#### Task to complete:
Give back exactly the stretch of data below from the line holding "inset:0; background:#d19677; transform-origin:0" through the line holding "translate:-50% -50%; white-space:nowrap;", both ends included, and leave the remaining lines out.

#### Given entries:
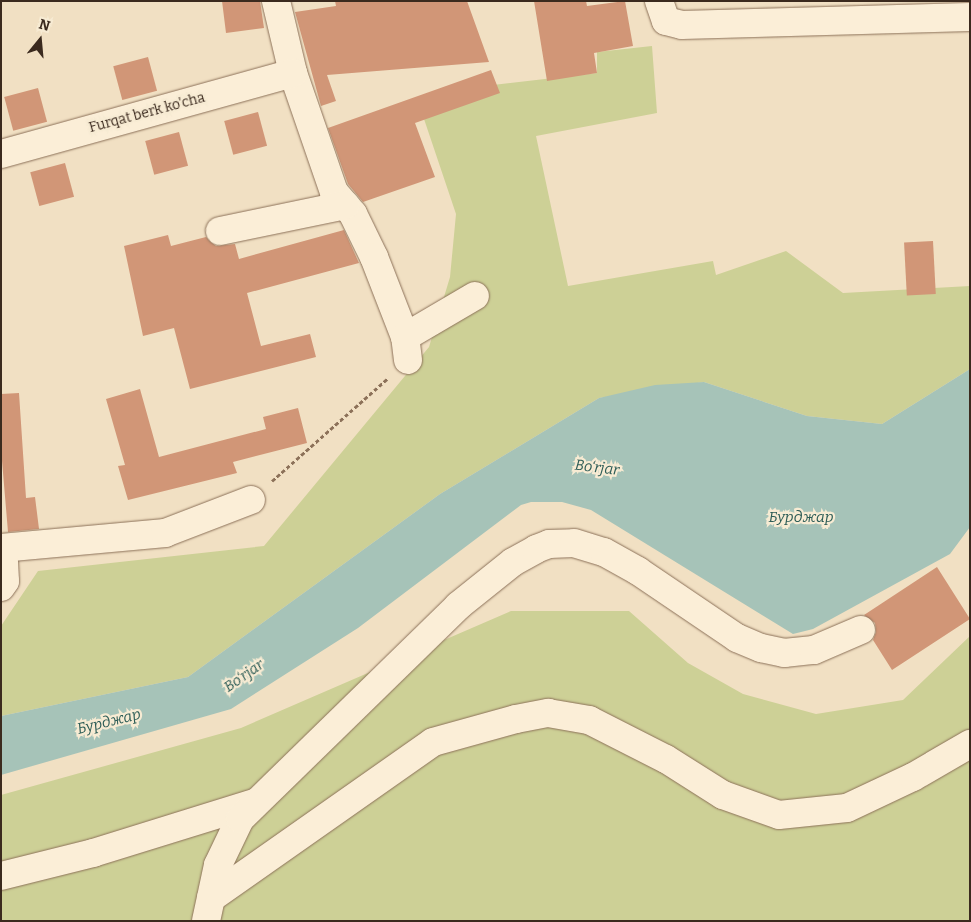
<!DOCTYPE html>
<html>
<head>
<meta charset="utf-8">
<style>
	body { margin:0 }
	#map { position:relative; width:971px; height:922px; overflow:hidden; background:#f1e0c3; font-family:Bitter,serif }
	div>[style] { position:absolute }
	.green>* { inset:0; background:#cdd096 }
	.water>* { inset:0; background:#a6c3b8 }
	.building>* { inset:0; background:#d19677; transform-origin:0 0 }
	.path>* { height:3px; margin-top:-1.5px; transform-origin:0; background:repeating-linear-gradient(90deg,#8c7159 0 4px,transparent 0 6.5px) }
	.roads { filter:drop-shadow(0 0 1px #8c7159) drop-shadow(0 0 1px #8c7159) }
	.minor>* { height:28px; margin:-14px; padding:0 14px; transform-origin:14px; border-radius:14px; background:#fbeed7 }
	span { translate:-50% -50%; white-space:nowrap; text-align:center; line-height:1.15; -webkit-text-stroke:4.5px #f7ebd3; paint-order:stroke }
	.street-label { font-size:14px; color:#3b2a1e }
	.water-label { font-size:15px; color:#2c5c56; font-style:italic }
	.frame { position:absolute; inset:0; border:2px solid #3b2a1e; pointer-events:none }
	.north { position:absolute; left:15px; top:15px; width:50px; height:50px; -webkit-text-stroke:4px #f7ebd3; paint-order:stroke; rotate:17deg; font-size:14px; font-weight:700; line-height:20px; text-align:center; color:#3b2a1e }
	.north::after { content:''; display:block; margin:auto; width:18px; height:22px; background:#3b2a1e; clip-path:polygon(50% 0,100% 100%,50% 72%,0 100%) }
</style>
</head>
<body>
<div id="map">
	<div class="green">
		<i style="clip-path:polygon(652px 46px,657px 113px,536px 136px,568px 286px,713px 261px,716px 275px,786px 251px,843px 293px,970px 286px,970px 369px,882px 424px,807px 416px,704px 382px,599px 398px,440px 494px,188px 677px,1px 716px,1px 626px,38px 571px,264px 546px,429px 347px,450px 277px,456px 214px,424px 119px,476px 87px,597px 73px,597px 52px)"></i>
		<i style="clip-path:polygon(511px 611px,629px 611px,688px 663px,743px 694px,816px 714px,903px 700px,970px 636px,970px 921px,1px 921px,1px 795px,241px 728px)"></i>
	</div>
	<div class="water">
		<i style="clip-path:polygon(970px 369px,970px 527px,950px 554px,813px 629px,793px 634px,591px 510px,562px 502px,531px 502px,521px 505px,358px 628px,231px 709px,1px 775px,1px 716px,188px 677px,440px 494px,599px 398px,655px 385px,704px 382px,807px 416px,882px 424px)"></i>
	</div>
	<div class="building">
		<i style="clip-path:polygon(222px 1px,260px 1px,264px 28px,226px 33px)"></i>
		<i style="clip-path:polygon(335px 1px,467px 1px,489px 62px,327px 75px,336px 101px,321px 106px,295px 12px,336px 6px)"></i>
		<i style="clip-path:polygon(534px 1px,586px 1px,587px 6px,625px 1px,633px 46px,594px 53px,597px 73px,547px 81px)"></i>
		<i style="left:148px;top:57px;width:35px;height:36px;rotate:75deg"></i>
		<i style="clip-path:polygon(491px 70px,500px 93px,415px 123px,435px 177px,363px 202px,348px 184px,328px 128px)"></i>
		<i style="left:38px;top:88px;width:35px;height:35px;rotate:75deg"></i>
		<i style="left:258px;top:112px;width:35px;height:35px;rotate:75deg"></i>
		<i style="left:179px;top:132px;width:35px;height:35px;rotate:75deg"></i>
		<i style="left:65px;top:163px;width:35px;height:36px;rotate:75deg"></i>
		<i style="clip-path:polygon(344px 230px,359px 263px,247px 293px,261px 346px,310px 334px,316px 357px,190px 389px,174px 328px,143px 336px,124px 246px,168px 235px,171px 246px,206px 237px,216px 246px,235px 244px,239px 259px)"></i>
		<i style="left:933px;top:241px;width:53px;height:29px;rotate:87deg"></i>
		<i style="clip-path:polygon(140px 389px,159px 457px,266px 429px,263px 417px,298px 408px,307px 443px,233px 462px,237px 473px,128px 500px,118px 466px,125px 465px,106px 399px)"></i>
		<i style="clip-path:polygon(19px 393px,26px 498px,35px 497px,39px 529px,8px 532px,1px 449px,1px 394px)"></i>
		<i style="clip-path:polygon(937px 567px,970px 619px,892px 670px,873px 640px,876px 632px,875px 623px,864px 615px)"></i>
	</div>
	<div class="path">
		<i style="left:272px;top:481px;width:154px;rotate:-41.6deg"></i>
	</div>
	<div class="roads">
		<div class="minor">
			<i style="left:276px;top:1px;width:74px;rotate:76.7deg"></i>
			<i style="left:293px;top:73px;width:126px;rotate:71deg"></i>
			<i style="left:334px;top:192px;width:29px;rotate:49deg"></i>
			<i style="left:353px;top:214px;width:48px;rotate:64deg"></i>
			<i style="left:374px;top:257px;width:86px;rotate:68.8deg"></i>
			<i style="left:659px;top:1px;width:21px;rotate:71deg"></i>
			<i style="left:666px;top:21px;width:16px;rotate:14deg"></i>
			<i style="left:682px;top:25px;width:288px;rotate:-1.6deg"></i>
			<i style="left:1px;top:154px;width:303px;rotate:-15.5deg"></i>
			<i style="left:220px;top:231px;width:128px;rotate:-11.7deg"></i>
			<i style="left:408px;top:360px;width:23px;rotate:-97deg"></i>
			<i style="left:405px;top:337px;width:81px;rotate:-30.4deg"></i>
			<i style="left:1px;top:548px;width:165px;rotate:-5.2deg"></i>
			<i style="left:165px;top:533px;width:92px;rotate:-21deg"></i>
			<i style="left:1px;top:587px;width:7px;rotate:-56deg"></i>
			<i style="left:5px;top:581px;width:33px;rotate:-93deg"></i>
			<i style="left:1px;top:876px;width:95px;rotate:-14deg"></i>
			<i style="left:93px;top:853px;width:170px;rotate:-17.2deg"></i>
			<i style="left:211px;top:898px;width:271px;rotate:-35.1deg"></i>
			<i style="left:433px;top:742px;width:86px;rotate:-15.5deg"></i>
			<i style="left:516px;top:719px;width:33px;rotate:-11deg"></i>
			<i style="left:548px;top:713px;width:42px;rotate:9.7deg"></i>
			<i style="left:589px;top:720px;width:86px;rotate:26.9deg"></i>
			<i style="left:666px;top:759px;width:67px;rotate:32.3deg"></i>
			<i style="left:723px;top:795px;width:59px;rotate:19.7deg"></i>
			<i style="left:779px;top:815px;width:68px;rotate:-5.9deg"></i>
			<i style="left:847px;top:808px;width:73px;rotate:-25.2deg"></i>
			<i style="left:913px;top:777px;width:66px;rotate:-30.1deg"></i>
			<i style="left:206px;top:921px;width:57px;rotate:-77.9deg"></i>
			<i style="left:218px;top:865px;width:51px;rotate:-64.4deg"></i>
			<i style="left:240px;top:819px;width:305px;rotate:-44.3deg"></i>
			<i style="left:458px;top:606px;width:70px;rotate:-38.7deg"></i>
			<i style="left:513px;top:562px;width:26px;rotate:-29deg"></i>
			<i style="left:536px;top:549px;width:14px;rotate:-21deg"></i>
			<i style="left:549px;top:544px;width:25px;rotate:-2deg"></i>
			<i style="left:574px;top:543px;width:31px;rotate:17deg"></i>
			<i style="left:604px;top:552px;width:39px;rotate:29deg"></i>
			<i style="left:638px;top:571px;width:120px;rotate:34.1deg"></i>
			<i style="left:737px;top:638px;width:26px;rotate:23deg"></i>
			<i style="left:761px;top:648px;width:24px;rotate:12deg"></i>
			<i style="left:784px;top:653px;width:30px;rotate:-6deg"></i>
			<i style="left:814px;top:650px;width:51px;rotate:-23.1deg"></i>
		</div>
	</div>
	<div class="street-label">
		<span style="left:147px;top:113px;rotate:-15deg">Furqat berk ko'cha</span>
	</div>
	<div class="water-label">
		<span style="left:597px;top:468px;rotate:7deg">Bo‘rjar</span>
		<span style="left:801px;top:518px">Бурджар</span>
		<span style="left:244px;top:676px;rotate:-35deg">Bo‘rjar</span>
		<span style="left:109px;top:722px;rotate:-14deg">Бурджар</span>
	</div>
	<div class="frame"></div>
	<div class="north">N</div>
</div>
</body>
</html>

#### Finished exercise:
	.building>* { inset:0; background:#d19677; transform-origin:0 0 }
	.path>* { height:3px; margin-top:-1.5px; transform-origin:0; background:repeating-linear-gradient(90deg,#8c7159 0 4px,transparent 0 6.5px) }
	.roads { filter:drop-shadow(0 0 1px #8c7159) drop-shadow(0 0 1px #8c7159) }
	.minor>* { height:28px; margin:-14px; padding:0 14px; transform-origin:14px; border-radius:14px; background:#fbeed7 }
	span { translate:-50% -50%; white-space:nowrap; text-align:center; line-height:1.15; -webkit-text-stroke:4.5px #f7ebd3; paint-order:stroke }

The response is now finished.